Return all lines of the data in which the string "linecap" occurs.

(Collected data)
------------
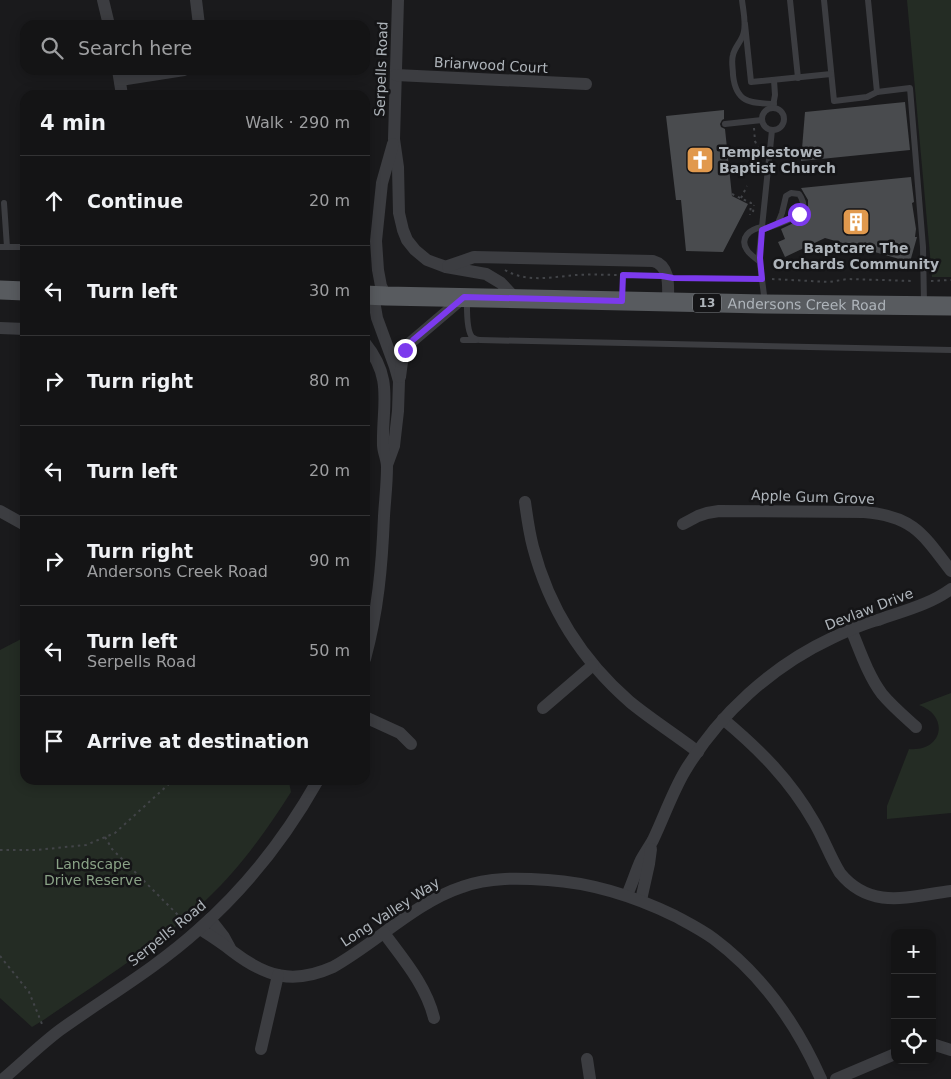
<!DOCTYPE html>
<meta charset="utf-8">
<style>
body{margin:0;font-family:"DejaVu Sans",sans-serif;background:#1d1d1e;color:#f1f3f6}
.controls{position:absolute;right:15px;bottom:15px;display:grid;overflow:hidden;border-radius:10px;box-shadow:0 2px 12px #0003}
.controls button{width:45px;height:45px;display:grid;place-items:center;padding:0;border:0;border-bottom:1px solid #333334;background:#141415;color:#f1f3f6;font:25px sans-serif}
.stop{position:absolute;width:15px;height:15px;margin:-11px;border:4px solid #7c3aed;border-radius:50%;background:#fff}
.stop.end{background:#7c3aed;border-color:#fff;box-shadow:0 1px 5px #0008}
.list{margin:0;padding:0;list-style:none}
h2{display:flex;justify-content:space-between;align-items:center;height:65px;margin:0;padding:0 20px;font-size:21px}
h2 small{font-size:16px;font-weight:400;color:#9d9ea0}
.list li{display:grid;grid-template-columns:32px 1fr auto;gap:15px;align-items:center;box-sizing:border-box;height:90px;padding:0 20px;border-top:1px solid #333334}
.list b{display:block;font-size:19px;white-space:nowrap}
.list p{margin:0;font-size:16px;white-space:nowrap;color:#9d9ea0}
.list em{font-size:16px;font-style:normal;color:#9d9ea0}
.icon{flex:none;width:28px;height:28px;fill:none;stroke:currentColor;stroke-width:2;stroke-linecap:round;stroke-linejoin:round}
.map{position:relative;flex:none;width:951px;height:1079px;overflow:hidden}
.search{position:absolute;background:#141415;box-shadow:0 2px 12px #0003;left:20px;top:20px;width:350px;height:55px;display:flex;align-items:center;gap:12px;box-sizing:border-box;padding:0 18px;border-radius:15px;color:#9d9ea0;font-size:19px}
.panel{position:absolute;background:#141415;box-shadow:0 2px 12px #0003;left:20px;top:90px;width:350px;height:695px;border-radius:15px}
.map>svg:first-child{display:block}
</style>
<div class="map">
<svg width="951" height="1079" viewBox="0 0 951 1079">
<rect width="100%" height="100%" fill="#1a1a1c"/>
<g fill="#242c24">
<path d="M907,0h44v277h-19z"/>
<path d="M25,637v143h261l3,2 2,10c-24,38 -51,76 -84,107 -49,46 -107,82 -162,120l-13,8 -32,-29v-348z"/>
<path d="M951,693v120l-64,6v-13l22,-57c34,3 41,-33 10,-44z"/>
</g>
<g fill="#494b4e">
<path d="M905,102l5,48 -109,11 4,-49z"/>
<path d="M724,110v9l-2,1 -2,4 1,3 4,2 7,67 16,8 -25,48 -37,-1 -5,-51h-5l-10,-84z"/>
<path d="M911,177l3,25 -2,1 4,26 -1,8h2l-7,25 -85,-24 -40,19 -7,-15 7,-3 -4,-10 23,-11v-2l4,-7v-9l-7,-12z"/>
</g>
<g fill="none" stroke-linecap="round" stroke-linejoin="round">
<g stroke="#424448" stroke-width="2" stroke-dasharray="2.5 4" stroke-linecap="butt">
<path d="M754,128l1,13 5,12"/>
<path d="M732,194l19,9 -1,12"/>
<path d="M741,198l6,-12"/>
<path d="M753,212l1,-7"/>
<path d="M505,270c22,13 47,7 71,5 16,-1 32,0 47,0"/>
<path d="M679,278l75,1"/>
<path d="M772,279l57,3 19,-3 66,2"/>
<path d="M931,281l20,-1"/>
<path d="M623,286v-11l32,1"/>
<path d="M105,837l7,12 75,75"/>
<path d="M0,850h36l50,-5 29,-12 54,-49 2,-4"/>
<path d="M0,956l29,36 13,32"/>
</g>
<g stroke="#3c3d41" stroke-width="6">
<path d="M742,0c1,10 4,21 2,31 -1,9 -9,15 -11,24 -2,6 0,13 0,20 3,28 17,28 41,29"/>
<path d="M790,0l8,78"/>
<path d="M824,0l10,101 33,-4 10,-5 33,-4 13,159 1,56"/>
<path d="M868,0l9,92"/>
<path d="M745,24l6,58 80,-8"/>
<path d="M773,106l2,-11 -1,-15"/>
<circle cx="773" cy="119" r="11"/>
<path d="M725,124l37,-4"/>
<path d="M4,203l3,44"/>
<path d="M762,230c9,-4 36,-11 40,-20 3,-5 0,-12 -3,-16l-8,-1 -5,3 -4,17 -4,10"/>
<path d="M0,247h25"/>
<path d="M760,262c-4,-4 -10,-7 -13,-12 -8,-12 3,-21 15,-23"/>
<path d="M467,299c0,8 -1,31 5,38 3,2 5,3 8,3l471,10"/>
<path d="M765,303l-6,-47 13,-126"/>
<path d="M463,340h13"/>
</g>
<g stroke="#3c3d41" stroke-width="12">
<path d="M103,0l6,25"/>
<path d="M196,0l3,25"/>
<path d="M398,0l-4,139 4,28 1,46 4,17 4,10 8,10 12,10 8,3 11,4 40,7 15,9 15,16"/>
<path d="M118,70l4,25"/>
<path d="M396,75l190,9"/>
<path d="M120,80l64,-10"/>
<path d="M448,266l26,-9 179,4c18,5 15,26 15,41"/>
<path d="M373,295l4,23 18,49 4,14 -1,30 -4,35 -7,19"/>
<path d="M386,296l-5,-10 -3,-16 -2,-29 6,-58 11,-39"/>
<path d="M0,328l25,1"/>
<path d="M365,343c29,36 17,61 18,102 0,7 4,14 4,22 0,16 -2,33 -3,49 -2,50 -6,95 -19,143"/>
<path d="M400,377l3,-23 7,-11 54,-46"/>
<path d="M525,502c2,15 4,30 8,45 16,61 50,114 97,155 22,18 46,33 68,50"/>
<path d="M0,511l25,14"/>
<path d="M683,524l15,-8 9,-3 12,-2 145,1c49,4 59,22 87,59"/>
<path d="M851,629c9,22 17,46 31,65 10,12 23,23 34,33"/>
<path d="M543,708l50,-43"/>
<path d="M365,717l35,16 11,11"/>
<path d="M723,719c37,31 67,61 91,103 10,17 16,35 26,51 31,38 70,23 111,18"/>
<path d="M627,895c5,-11 9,-24 14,-35 4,-7 8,-13 12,-20 11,-23 19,-47 32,-69 34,-57 87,-105 147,-133 15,-7 30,-14 46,-18 25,-9 51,-15 73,-31"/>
<path d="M641,900l8,-36 2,-15"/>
<path d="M210,919l14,18 6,11"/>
<path d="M200,929c11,7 22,14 32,22 34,26 61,34 101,16 43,-24 83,-65 129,-80 27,-10 58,-9 86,-7 46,3 86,16 127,36 13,7 27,14 39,23 48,36 83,86 107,140"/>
<path d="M384,933c19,26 42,52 50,85"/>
<path d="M932,1044l19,6"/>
<path d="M261,1049l17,-74"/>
<path d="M587,1059l3,20"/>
<path d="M3,1079c19,-16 37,-34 57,-49 46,-33 96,-62 138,-100 49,-43 88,-93 120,-150"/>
<path d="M836,1079l59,-25"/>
</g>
<g stroke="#585b5f" stroke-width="19">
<path d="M0,290l25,1"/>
<path id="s1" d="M365,295l21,1 379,8 186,2"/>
</g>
</g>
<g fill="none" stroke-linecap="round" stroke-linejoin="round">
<path stroke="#7c3aed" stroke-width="6" d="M405,350l8,-10 51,-43 158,4 1,-26 39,1 11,2 89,1 -2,-21 2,-28 31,-13 6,-3"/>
</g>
<defs>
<symbol id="church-square" viewBox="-11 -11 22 22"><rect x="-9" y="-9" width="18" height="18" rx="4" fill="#e1994d" stroke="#151517"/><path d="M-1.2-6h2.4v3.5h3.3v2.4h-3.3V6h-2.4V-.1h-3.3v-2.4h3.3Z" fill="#fff"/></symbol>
<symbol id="building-square" viewBox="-11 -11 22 22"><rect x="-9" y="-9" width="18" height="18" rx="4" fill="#e1994d" stroke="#151517"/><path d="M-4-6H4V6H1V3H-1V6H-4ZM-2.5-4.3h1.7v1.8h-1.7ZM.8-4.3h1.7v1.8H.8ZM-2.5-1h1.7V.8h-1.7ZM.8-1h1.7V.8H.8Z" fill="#fff"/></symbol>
</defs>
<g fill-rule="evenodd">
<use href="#church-square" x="684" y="144" width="32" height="32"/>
<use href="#building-square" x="840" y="206" width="32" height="32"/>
</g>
<g text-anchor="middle" stroke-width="5" stroke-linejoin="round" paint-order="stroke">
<rect fill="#151517" stroke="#808489" stroke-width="1" x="693" y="293.5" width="28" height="19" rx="4"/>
<g font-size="12" font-weight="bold" fill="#aeb4ba">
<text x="707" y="307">13</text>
</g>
<g font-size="14" fill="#aeb4ba" stroke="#151517">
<text transform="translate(491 65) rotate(3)" y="5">Briarwood Court</text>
<text transform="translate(381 69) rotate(-88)" y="5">Serpells Road</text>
<text dy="5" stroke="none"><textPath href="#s1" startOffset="442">Andersons Creek Road</textPath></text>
<text transform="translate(813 497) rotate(2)" y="5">Apple Gum Grove</text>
<text transform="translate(869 609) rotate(-21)" y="5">Devlaw Drive</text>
<text transform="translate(390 912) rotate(-33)" y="5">Long Valley Way</text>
<text transform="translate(167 933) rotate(-39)" y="5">Serpells Road</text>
</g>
<g font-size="14" font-weight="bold" fill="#aeb4ba" stroke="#151517" text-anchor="start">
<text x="719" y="157">Templestowe<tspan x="719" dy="16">Baptist Church</tspan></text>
<text x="856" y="253" text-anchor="middle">Baptcare The<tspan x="856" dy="16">Orchards Community</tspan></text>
</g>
<g font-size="14" fill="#8aa387" stroke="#151517">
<text x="93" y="869">Landscape<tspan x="93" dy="16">Drive Reserve</tspan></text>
</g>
</g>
</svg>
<div class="controls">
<button>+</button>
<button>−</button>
<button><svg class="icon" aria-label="locate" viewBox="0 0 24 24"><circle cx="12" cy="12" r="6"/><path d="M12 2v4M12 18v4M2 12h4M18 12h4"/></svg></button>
</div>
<div class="stop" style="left:799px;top:214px"></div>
<div class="stop end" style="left:405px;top:350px"></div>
<div class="search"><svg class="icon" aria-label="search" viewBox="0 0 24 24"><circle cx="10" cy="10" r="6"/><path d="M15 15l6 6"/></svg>Search here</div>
<section class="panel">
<h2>4 min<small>Walk · 290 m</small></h2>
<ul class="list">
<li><svg class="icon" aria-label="ahead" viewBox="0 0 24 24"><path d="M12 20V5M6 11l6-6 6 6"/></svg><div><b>Continue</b></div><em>20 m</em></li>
<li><svg class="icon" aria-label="left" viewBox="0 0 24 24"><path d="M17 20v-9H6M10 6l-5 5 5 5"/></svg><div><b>Turn left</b></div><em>30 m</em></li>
<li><svg class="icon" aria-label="right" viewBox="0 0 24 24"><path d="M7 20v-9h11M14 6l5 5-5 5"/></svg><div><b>Turn right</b></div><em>80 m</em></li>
<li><svg class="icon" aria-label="left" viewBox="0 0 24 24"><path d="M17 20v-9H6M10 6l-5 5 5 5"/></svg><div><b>Turn left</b></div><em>20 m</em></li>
<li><svg class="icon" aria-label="right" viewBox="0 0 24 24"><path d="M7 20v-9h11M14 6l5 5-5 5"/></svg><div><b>Turn right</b><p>Andersons Creek Road</p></div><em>90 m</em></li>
<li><svg class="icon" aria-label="left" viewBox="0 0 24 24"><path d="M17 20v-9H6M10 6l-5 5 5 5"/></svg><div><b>Turn left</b><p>Serpells Road</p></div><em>50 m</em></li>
<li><svg class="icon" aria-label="arrive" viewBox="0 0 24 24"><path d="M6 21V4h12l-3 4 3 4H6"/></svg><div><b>Arrive at destination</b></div></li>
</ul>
</section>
</div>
------------
* Answer to this task
.icon{flex:none;width:28px;height:28px;fill:none;stroke:currentColor;stroke-width:2;stroke-linecap:round;stroke-linejoin:round}
<g fill="none" stroke-linecap="round" stroke-linejoin="round">
<g stroke="#424448" stroke-width="2" stroke-dasharray="2.5 4" stroke-linecap="butt">
<g fill="none" stroke-linecap="round" stroke-linejoin="round">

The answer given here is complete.